Landasan Ilmu Pengetahuan pada Zaman Yunani
Periode filsafat Yunani merupakan periode sangat penting dalam sejarah perdaban manusia karena pada waktu itu terjadi perubahan pola pikir manusia dari mitosentris menjadi logosentris. Pola piker mitosentis adalah pola piker masyarakat yang sangat mengandalkan mitos untuk menjelaskan fenomena alam.

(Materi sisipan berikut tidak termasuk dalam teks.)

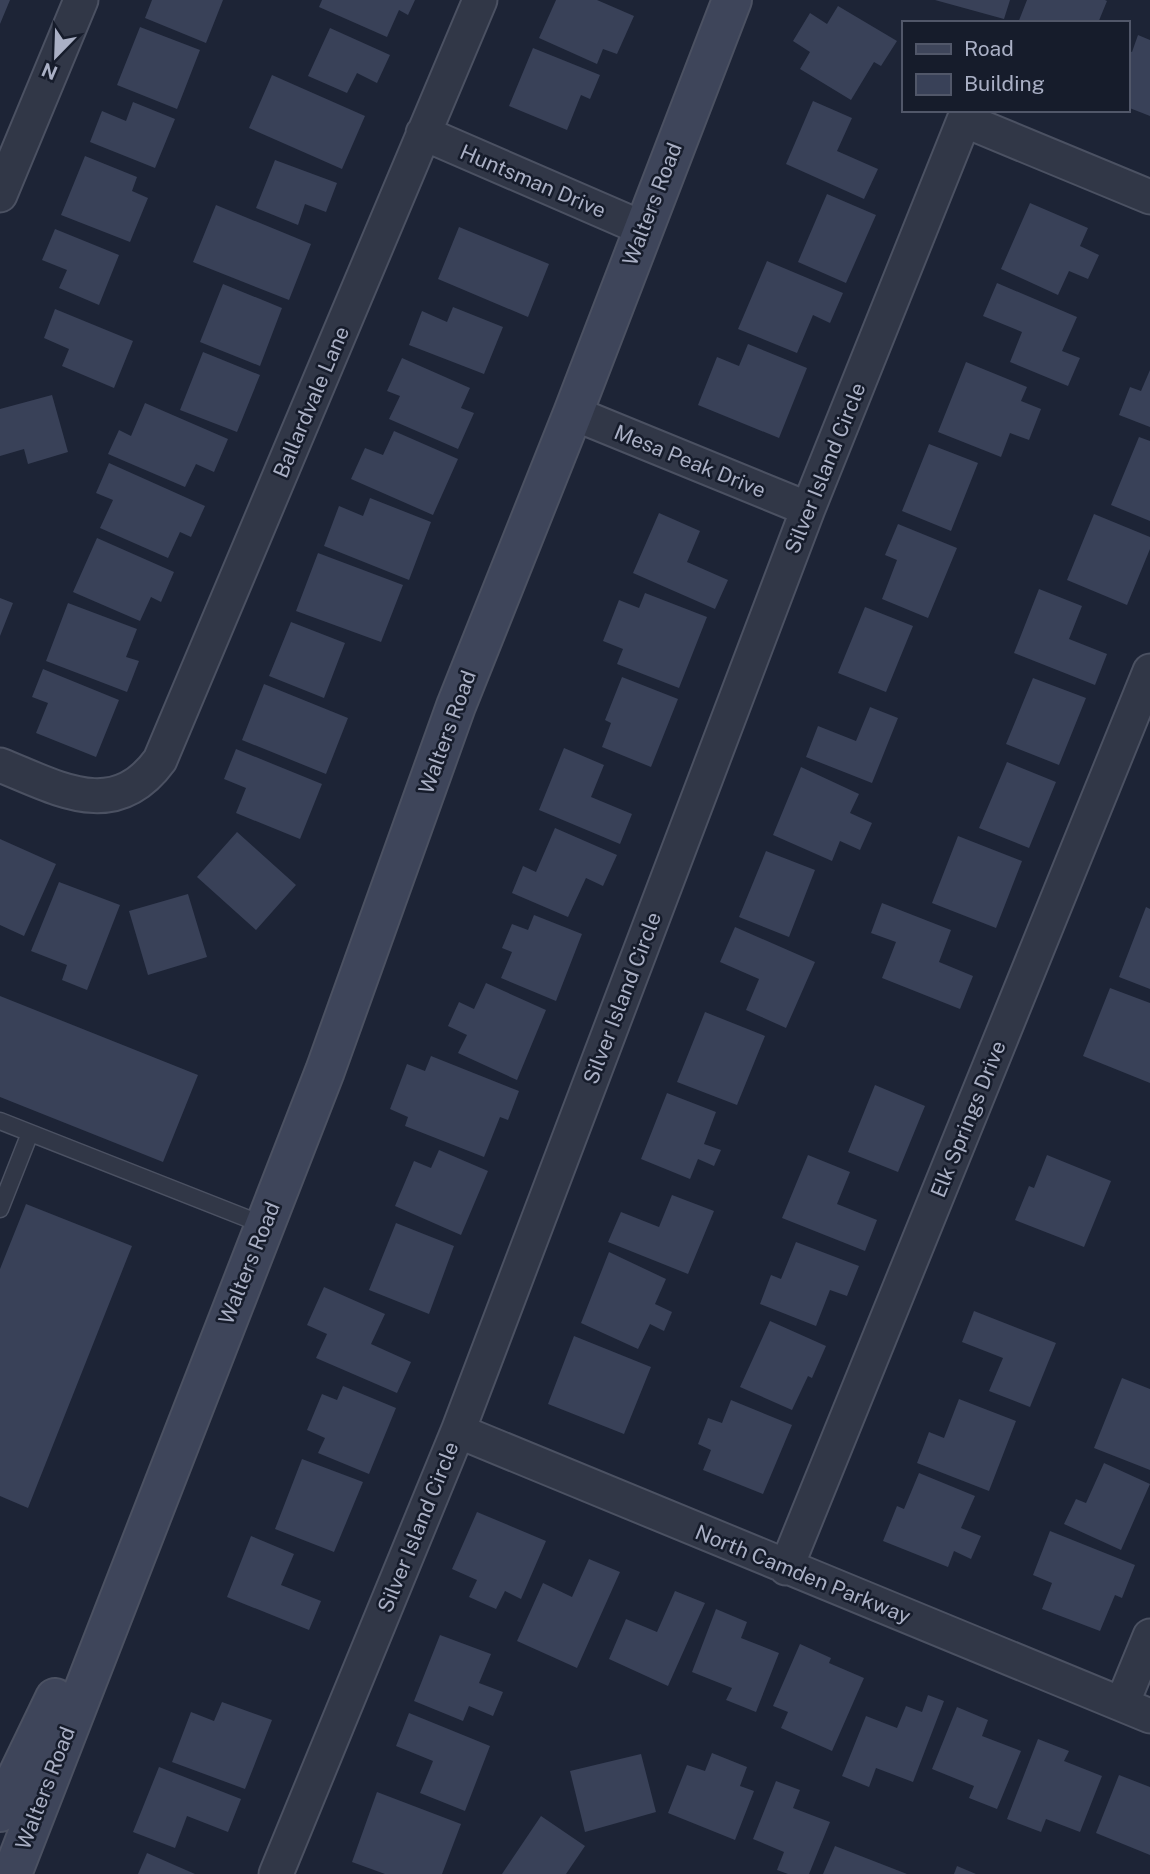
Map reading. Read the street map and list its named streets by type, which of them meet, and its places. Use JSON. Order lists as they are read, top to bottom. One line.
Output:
{"streets":{"street":["Huntsman Drive","Walters Road","Ballardvale Lane","Mesa Peak Drive","Silver Island Circle","Elk Springs Drive","North Camden Parkway"]},"crossings":[["Huntsman Drive","Walters Road"],["Huntsman Drive","Ballardvale Lane"],["Walters Road","Mesa Peak Drive"],["Mesa Peak Drive","Silver Island Circle"],["Silver Island Circle","North Camden Parkway"],["Elk Springs Drive","North Camden Parkway"]],"legend":["Road","Building"],"north":"bottom left"}
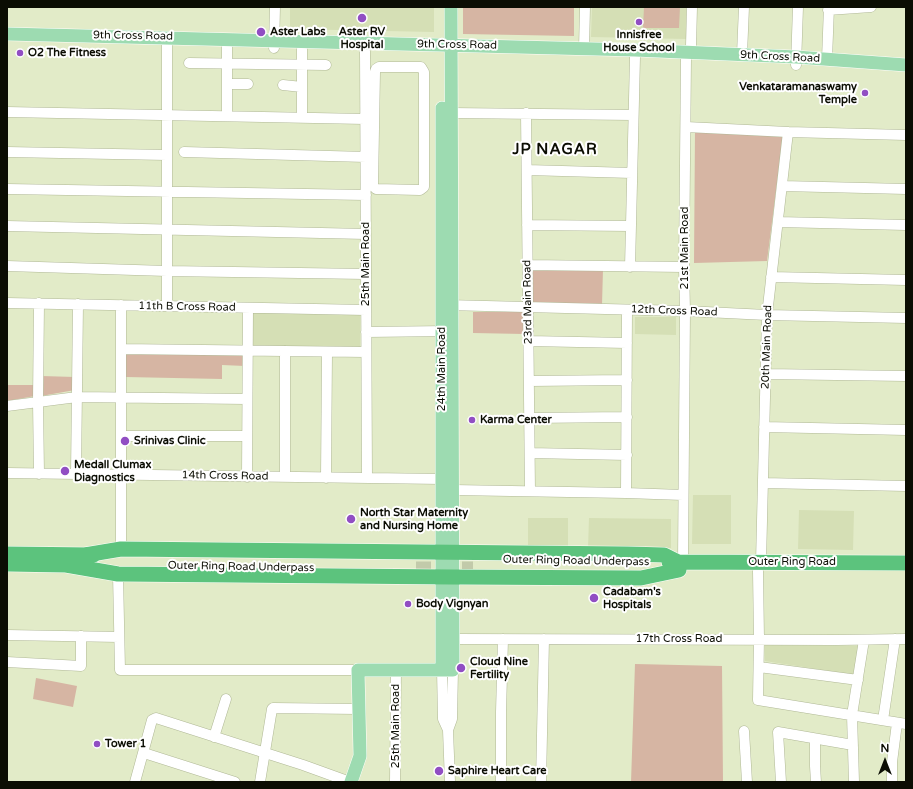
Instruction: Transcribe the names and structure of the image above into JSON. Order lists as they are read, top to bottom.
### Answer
{
  "streets": {
    "highway": ["Outer Ring Road Underpass", "Outer Ring Road"],
    "main road": ["9th Cross Road", "24th Main Road"],
    "street": [
      "21st Main Road",
      "25th Main Road",
      "23rd Main Road",
      "11th B Cross Road",
      "12th Cross Road",
      "20th Main Road",
      "14th Cross Road",
      "17th Cross Road"
    ]
  },
  "crossings": [
    ["9th Cross Road", "21st Main Road"],
    ["9th Cross Road", "25th Main Road"],
    ["9th Cross Road", "24th Main Road"],
    ["21st Main Road", "12th Cross Road"],
    ["21st Main Road", "Outer Ring Road Underpass"],
    ["21st Main Road", "Outer Ring Road"],
    ["25th Main Road", "11th B Cross Road"],
    ["25th Main Road", "14th Cross Road"],
    ["23rd Main Road", "12th Cross Road"],
    ["12th Cross Road", "20th Main Road"],
    ["12th Cross Road", "24th Main Road"],
    ["20th Main Road", "Outer Ring Road"],
    ["20th Main Road", "17th Cross Road"],
    ["24th Main Road", "14th Cross Road"],
    ["24th Main Road", "17th Cross Road"],
    ["Outer Ring Road Underpass", "Outer Ring Road"]
  ],
  "districts": ["JP NAGAR"],
  "places": [
    "Aster RV Hospital",
    "Innisfree House School",
    "Aster Labs",
    "O2 The Fitness",
    "Venkataramanaswamy Temple",
    "Karma Center",
    "Srinivas Clinic",
    "Medall Clumax Diagnostics",
    "North Star Maternity and Nursing Home",
    "Cadabam's Hospitals",
    "Body Vignyan",
    "Cloud Nine Fertility",
    "Tower 1",
    "Saphire Heart Care"
  ],
  "north": "top"
}
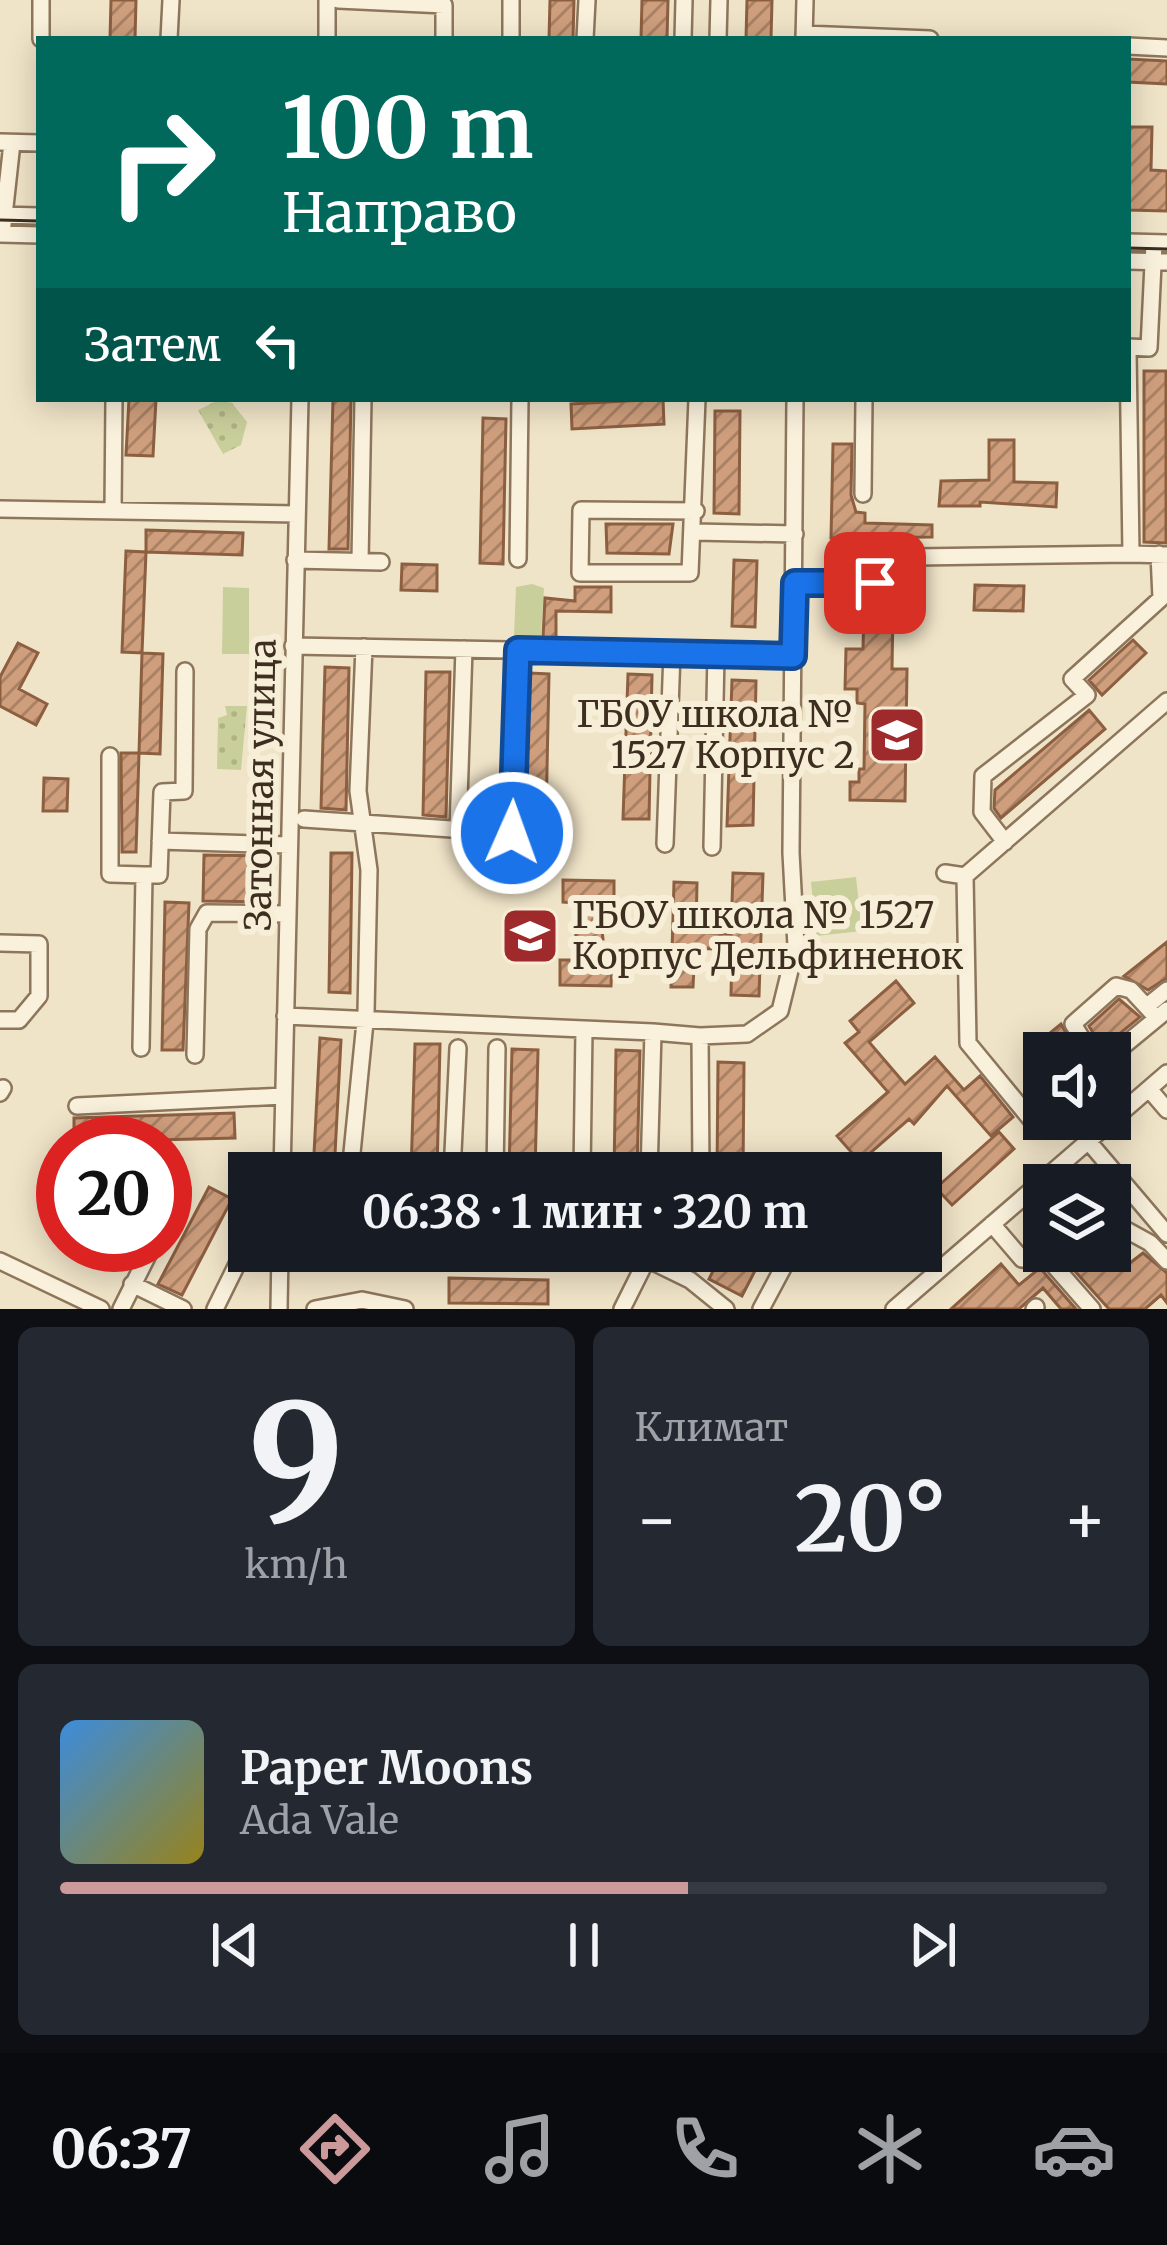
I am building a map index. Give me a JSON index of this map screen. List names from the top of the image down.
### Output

Filsafat alam pertama yang mengkaji tenang asal-usul alam adalah Thales (624-546 SM). Ia digelari Bapak Filsafat karena dialah yang mula-mula berfilsafat dan mempertanyakan “Apa sebenarnya asal-usul alam semesta ini?”. Setelah Thales, muncul Anaximandros (610-540 SM). Anaximandros mencoba menjelaskan bahwa substansi pertama itu bersifat kekal, tidak terbatas, dan meliputi segalanya. Unsur utama alam harus yang mencakup segalanya, yang dinamakan aperion.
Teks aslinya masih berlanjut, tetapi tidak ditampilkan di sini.